Logo

1. Hukuk Dairesi2024/532 E. 2025/1739 K.

Yapay Zeka Özeti

Uyuşmazlık: Kadastro çalışmaları sonucu yola dahil edilen taşınmaz bölümlerinin davacıya ait olduğu ve tapuya tescilinin yapılması gerektiği iddiasıyla açılan davada, davacının zilyetlikle iktisap şartlarını sağlayıp sağlamadığına ilişkin uyuşmazlık.

Gerekçe ve Sonuç: Davacı tarafından taşınmazlarda ekonomik amaca uygun kullanımın bulunmadığı ve zilyetlikle iktisap koşullarının gerçekleşmediği değerlendirilerek yerel mahkemenin ret kararı onanmıştır.

Karar Metni

"İçtihat Metni"

MAHKEMESİ :Asliye Hukuk Mahkemesi

SAYISI : 2018/105 E., 2023/209 K.

Mahkeme kararı davacı vekili tarafından temyiz edilmekle; kesinlik, süre, temyiz şartı ve diğer usul eksiklikler yönünden yapılan ön inceleme sonucunda, temyiz dilekçesinin kabulüne karar verildikten ve Tetkik Hâkimi tarafından hazırlanan rapor dinlendikten sonra dosyadaki belgeler incelenip gereği düşünüldü:

I. DAVA

Davacı ... vekili dava dilekçesinde; 184 ada 4 parsel sayılı taşınmazın müvekkiline murisi olan babasından kaldığını, kadastro çalışmaları sırasında taşınmazın bir bölümünün güneyinde bulunan yola dahil edildiğini, bu bölümün yol vasfında olmadığını, yolun genişliği 4 metre olmasına rağmen kadastro sırasında hatalı şekilde yer yer 8 metre olarak tespit edildiğini, yine 134 ada 2 parsel sayılı taşınmazın müvekkiline ait olduğunu, bu taşınmazın da bir bölümünün güneyinde ve batısında bulunan patika yola dahil edildiğini, yolun genişliği 1,5 metre olmasına rağmen kadastro sırasında hatalı şekilde yer yer 5 metreye varacak şekilde tespit edildiğini ileri sürerek 134 ada 2 ve 184 ada 4 parsel sayılı taşınmazların sınırlarının yeniden doğru şekilde tespit edilmesini istemiştir.

II. CEVAP

1. Davalı Hazine tarafından davaya cevap verilmemiştir.

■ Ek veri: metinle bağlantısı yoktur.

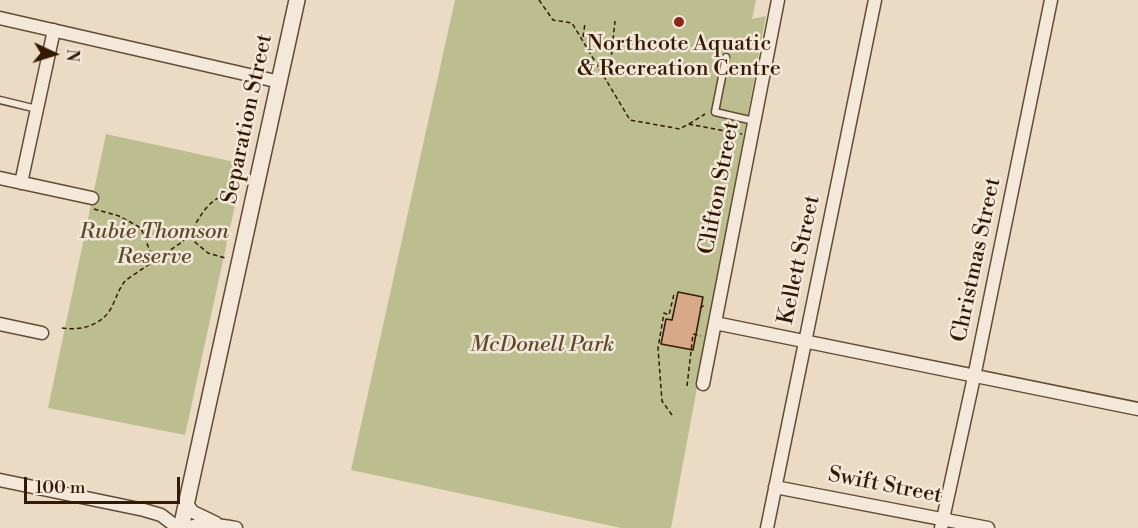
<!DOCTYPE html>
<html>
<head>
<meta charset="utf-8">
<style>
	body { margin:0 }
	#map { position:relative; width:1138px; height:528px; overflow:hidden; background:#ecdbc4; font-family:"Libre Bodoni",serif }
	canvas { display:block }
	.north { position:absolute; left:24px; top:24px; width:60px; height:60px; -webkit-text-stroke:4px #f3e8d9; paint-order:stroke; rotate:94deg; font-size:16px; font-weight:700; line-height:24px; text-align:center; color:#351903 }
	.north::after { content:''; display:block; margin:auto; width:21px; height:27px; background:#351903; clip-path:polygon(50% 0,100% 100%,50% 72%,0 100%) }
	.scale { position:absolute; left:24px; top:477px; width:156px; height:27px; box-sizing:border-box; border:3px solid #351903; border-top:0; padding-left:8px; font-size:18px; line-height:21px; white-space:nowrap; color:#351903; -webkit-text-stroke:4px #f3e8d9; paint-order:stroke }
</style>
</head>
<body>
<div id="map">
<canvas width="1138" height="528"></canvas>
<div class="north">N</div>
<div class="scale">100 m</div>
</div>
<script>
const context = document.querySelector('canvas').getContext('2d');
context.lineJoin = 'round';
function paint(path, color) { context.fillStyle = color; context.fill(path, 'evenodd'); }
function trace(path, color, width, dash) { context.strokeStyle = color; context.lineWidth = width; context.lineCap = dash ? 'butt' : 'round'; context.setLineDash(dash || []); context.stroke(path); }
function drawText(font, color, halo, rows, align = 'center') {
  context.font = font + ' "Libre Bodoni",serif'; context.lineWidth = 5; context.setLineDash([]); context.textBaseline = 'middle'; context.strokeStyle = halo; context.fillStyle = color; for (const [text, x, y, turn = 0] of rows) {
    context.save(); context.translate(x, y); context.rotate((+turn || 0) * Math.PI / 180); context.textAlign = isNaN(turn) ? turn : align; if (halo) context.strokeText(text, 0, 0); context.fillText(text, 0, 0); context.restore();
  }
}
paint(new Path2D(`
	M455,0H756L752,19L766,16L671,528H621L351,470Z
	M106,134L244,164L185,435L48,408Z`), '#bdbe90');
const building = new Path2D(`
	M678,292L703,297L693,350L661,344L666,319L672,320Z`);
paint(building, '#d8a988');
trace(building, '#351903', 1.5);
const service = new Path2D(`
	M726,57L715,112L754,121
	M0,100L37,109`);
const minor = new Path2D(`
	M0,18L280,82
	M0,178L92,198
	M21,183L54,30
	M715,323L1138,409
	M0,324L42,333
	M703,384L778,0
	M0,480L144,510L161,515L178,528
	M775,487L988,528
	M186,503L193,512L216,523
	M186,528C203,522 220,525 236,528
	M767,528L875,0
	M941,528L974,377L1051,0`);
const tertiary = new Path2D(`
	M181,528L297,0`);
trace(service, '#634a33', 9);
trace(minor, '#634a33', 15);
trace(tertiary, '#634a33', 18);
trace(new Path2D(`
	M539,0L553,20L572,23L630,120L680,129L688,124L742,134
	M583,37L585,23
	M603,73L610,69L615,21
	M689,124L705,114
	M94,209L119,216L141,228L153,259
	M189,237L208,253L225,258
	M700,308L706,304
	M62,328C79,331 100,326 110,310C116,300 118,289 126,280L182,242C195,230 200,210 215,200C223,194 232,193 241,189
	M687,386L693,334L701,336
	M672,415L662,401L658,348L664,313L669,315L674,294`), '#351903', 1.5, [4.5, 3]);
trace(service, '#f3e8d9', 6);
trace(minor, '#f3e8d9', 12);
trace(tertiary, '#f3e8d9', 15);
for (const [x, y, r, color] of [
	[679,22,6,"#8f2418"]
]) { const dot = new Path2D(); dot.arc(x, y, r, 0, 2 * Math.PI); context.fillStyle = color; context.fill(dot); trace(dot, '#f3e8d9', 2); }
drawText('22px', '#351903', '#f3e8d9', [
	["Northcote Aquatic",679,45],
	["& Recreation Centre",679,70]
]);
drawText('22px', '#351903', '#f3e8d9', [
	["Separation Street",248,119,-78],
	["Clifton Street",720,188,-79],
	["Kellett Street",800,260,-78],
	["Christmas Street",977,260,-78],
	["Swift Street",885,486,11]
]);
drawText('italic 22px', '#5e4b2d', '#f3e8d9', [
	["Rubie Thomson",154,233],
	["Reserve",154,258],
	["McDonell Park",542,346]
]);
</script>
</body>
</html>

2. Davalı ... Kişiliğini temsilen muhtar ... cevap dilekçesinde; dava konusu taşınmaz bölümlerinin yol vasfında olduğunu ve kadimden beri aynı şekilde kullanıldığını, daraltılması için haklı bir neden bulunmadığını belirterek davanın reddine karar verilmesini istemiştir.

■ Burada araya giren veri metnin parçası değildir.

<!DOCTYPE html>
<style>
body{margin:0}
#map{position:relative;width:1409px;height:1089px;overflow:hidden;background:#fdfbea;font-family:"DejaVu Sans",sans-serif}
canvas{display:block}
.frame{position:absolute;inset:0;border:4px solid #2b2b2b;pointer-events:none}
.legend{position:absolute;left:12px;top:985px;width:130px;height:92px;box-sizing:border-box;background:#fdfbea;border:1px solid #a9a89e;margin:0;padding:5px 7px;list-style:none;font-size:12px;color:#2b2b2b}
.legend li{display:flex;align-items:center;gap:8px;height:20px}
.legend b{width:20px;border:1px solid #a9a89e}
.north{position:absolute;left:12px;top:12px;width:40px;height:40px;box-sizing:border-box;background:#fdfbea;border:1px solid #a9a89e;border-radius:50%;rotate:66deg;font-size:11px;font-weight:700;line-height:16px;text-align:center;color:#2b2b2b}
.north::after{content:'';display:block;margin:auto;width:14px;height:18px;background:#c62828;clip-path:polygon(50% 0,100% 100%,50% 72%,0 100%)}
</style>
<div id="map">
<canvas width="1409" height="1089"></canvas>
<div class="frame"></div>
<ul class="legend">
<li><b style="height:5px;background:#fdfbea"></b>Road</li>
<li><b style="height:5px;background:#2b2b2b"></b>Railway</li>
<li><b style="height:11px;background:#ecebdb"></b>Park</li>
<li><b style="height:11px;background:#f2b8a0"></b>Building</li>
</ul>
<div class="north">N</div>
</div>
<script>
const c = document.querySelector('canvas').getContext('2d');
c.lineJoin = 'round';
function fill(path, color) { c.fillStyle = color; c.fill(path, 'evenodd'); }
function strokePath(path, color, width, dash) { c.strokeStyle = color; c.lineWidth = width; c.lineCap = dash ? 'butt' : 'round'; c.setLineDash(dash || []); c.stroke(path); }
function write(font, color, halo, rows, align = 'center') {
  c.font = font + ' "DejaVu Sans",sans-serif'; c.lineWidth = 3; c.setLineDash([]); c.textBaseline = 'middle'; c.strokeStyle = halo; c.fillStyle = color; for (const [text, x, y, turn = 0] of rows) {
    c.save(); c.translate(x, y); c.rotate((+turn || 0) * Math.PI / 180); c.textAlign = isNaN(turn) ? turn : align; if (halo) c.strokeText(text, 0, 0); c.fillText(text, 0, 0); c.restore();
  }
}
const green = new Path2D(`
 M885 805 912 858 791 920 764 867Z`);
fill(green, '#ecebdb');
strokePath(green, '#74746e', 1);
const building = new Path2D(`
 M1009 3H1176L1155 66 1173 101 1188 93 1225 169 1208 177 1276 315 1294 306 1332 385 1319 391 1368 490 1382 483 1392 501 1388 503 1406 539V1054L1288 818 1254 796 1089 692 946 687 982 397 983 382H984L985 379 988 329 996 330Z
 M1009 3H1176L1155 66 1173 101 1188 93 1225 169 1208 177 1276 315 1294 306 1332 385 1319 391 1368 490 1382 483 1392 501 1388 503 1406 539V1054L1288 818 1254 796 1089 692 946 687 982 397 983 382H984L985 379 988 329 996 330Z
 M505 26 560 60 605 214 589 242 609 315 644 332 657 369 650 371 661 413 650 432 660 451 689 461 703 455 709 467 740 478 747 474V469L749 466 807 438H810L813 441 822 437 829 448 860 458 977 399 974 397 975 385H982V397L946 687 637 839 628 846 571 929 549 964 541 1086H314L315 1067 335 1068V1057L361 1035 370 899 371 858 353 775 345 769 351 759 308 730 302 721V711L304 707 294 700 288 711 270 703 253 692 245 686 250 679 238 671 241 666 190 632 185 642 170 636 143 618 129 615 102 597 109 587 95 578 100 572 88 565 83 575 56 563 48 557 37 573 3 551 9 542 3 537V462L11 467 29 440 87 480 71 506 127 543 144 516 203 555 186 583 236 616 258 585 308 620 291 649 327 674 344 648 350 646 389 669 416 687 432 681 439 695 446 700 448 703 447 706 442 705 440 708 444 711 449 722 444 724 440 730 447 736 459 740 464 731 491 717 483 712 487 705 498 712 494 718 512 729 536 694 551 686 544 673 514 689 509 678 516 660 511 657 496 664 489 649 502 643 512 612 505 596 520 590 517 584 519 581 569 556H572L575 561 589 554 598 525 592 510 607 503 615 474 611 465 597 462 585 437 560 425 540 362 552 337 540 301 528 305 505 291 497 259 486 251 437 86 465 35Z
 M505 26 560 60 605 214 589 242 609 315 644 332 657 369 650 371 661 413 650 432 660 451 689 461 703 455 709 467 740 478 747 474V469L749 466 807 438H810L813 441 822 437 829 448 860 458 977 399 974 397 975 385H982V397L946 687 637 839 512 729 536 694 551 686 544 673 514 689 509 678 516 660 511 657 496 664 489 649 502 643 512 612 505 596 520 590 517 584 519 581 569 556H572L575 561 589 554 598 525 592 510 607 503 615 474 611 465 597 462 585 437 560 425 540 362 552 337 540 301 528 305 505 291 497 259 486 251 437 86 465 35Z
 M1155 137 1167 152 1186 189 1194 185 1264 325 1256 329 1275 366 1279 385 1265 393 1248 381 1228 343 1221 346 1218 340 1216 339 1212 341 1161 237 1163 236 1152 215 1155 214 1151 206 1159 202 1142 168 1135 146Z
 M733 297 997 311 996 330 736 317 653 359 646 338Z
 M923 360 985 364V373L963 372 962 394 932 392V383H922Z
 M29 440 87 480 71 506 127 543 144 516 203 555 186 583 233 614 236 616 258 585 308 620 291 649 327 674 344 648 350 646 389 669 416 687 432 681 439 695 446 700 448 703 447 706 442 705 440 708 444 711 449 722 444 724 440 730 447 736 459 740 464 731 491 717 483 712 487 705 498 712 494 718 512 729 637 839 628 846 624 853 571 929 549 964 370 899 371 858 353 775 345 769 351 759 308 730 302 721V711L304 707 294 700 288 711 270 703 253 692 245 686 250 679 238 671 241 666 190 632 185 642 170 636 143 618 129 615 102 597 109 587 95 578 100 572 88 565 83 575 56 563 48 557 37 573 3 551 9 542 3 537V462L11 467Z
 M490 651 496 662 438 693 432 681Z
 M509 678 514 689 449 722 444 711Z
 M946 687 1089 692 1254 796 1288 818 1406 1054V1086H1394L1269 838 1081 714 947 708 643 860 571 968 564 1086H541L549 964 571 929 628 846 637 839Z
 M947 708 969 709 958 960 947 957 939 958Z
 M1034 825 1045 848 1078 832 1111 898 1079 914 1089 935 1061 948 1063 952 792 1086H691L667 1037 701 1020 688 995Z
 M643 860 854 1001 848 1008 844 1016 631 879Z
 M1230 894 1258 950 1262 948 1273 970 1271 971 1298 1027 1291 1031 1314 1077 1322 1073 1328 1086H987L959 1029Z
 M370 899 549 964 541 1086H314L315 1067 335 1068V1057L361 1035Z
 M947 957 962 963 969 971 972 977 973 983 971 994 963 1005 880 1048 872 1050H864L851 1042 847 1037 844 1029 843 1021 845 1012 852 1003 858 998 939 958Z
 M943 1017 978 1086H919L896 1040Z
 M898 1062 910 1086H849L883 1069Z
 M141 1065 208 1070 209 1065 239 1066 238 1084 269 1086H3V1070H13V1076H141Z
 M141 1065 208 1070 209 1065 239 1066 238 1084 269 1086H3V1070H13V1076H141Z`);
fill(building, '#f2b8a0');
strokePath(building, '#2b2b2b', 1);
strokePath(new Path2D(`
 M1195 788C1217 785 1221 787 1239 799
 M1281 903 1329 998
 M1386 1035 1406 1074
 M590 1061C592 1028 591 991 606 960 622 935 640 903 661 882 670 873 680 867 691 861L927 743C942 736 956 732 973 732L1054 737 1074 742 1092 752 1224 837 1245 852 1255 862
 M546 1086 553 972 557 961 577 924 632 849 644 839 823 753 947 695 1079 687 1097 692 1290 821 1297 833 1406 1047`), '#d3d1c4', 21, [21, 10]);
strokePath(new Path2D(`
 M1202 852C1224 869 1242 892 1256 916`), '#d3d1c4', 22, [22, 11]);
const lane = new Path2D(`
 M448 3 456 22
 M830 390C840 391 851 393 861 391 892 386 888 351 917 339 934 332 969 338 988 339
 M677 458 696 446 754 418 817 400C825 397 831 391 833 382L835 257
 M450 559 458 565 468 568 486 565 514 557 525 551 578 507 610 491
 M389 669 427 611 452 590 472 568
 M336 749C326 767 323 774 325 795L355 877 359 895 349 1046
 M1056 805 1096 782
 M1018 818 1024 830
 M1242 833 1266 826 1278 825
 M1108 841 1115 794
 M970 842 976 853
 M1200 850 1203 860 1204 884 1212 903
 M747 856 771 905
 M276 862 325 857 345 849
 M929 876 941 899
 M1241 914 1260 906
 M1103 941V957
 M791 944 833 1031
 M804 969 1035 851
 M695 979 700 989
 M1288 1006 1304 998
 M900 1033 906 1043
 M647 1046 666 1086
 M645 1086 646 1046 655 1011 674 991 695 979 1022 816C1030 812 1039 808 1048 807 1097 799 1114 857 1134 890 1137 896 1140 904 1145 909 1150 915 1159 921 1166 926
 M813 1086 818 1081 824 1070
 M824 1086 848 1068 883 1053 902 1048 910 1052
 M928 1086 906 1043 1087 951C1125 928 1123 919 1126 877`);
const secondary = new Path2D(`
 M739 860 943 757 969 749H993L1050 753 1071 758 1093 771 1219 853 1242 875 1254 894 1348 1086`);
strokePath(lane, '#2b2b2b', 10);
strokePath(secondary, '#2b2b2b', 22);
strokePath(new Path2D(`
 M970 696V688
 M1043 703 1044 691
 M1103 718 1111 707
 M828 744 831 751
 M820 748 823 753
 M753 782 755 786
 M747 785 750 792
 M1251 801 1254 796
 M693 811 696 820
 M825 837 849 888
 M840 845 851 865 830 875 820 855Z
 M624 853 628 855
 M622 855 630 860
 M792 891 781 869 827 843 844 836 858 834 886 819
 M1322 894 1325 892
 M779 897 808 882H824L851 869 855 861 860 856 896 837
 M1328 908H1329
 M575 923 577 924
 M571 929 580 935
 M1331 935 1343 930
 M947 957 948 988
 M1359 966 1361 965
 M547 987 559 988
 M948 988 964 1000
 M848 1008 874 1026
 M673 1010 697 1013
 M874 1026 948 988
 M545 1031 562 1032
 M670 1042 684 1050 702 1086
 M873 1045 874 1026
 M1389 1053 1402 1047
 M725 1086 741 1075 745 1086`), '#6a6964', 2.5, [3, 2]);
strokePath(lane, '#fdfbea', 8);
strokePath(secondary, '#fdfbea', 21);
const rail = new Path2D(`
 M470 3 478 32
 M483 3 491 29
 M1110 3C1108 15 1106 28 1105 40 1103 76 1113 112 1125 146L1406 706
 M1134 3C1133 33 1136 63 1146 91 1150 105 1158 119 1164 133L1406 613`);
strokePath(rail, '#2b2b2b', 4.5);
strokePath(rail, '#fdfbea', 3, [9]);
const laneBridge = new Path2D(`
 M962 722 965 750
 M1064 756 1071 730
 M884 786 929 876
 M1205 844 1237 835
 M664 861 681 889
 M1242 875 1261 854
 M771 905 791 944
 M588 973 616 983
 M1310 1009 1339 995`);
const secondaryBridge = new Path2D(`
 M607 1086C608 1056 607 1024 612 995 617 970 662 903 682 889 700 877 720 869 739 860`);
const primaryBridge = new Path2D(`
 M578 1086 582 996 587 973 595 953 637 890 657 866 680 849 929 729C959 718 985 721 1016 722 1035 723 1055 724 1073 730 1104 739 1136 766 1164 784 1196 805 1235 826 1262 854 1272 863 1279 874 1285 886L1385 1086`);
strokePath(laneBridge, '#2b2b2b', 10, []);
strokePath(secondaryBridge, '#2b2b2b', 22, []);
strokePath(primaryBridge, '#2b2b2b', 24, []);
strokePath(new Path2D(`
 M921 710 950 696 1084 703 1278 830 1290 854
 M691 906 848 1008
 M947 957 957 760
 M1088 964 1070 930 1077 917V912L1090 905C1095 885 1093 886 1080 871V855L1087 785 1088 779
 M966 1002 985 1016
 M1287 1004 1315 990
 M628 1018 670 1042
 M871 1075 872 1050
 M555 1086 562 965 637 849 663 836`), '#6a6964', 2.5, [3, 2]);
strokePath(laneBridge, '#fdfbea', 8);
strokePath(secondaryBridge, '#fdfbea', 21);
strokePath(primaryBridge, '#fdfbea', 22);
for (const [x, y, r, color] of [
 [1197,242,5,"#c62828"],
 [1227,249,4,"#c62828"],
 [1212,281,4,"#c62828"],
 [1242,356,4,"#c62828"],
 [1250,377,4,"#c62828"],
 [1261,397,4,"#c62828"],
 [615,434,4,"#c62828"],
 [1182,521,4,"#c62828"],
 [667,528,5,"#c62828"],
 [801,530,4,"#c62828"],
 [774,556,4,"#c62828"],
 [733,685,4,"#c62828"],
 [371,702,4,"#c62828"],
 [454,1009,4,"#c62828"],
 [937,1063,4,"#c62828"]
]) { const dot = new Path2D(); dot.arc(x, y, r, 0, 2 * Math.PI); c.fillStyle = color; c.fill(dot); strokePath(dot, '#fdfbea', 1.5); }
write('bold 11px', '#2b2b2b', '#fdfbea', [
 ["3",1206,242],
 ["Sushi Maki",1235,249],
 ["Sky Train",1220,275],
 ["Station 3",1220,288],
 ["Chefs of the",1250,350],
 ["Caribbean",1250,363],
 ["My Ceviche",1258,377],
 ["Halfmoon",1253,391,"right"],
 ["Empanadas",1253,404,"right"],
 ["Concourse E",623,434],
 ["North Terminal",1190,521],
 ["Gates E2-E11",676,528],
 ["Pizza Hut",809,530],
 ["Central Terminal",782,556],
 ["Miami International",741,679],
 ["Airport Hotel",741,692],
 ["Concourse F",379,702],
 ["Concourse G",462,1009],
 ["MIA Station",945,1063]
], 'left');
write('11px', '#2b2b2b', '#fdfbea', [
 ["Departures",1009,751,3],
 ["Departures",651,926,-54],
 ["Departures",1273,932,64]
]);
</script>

3. ... müdahale dilekçesinde; dava konusu taşınmaz bölümlerinin kadim yol vasfında olduğunu, yolun iptal edilmesi halinde kendisinin de zarar göreceğini belirterek davalı taraf yanında davaya katılmak istediğini ve davanın reddine karar verilmesini istemiştir.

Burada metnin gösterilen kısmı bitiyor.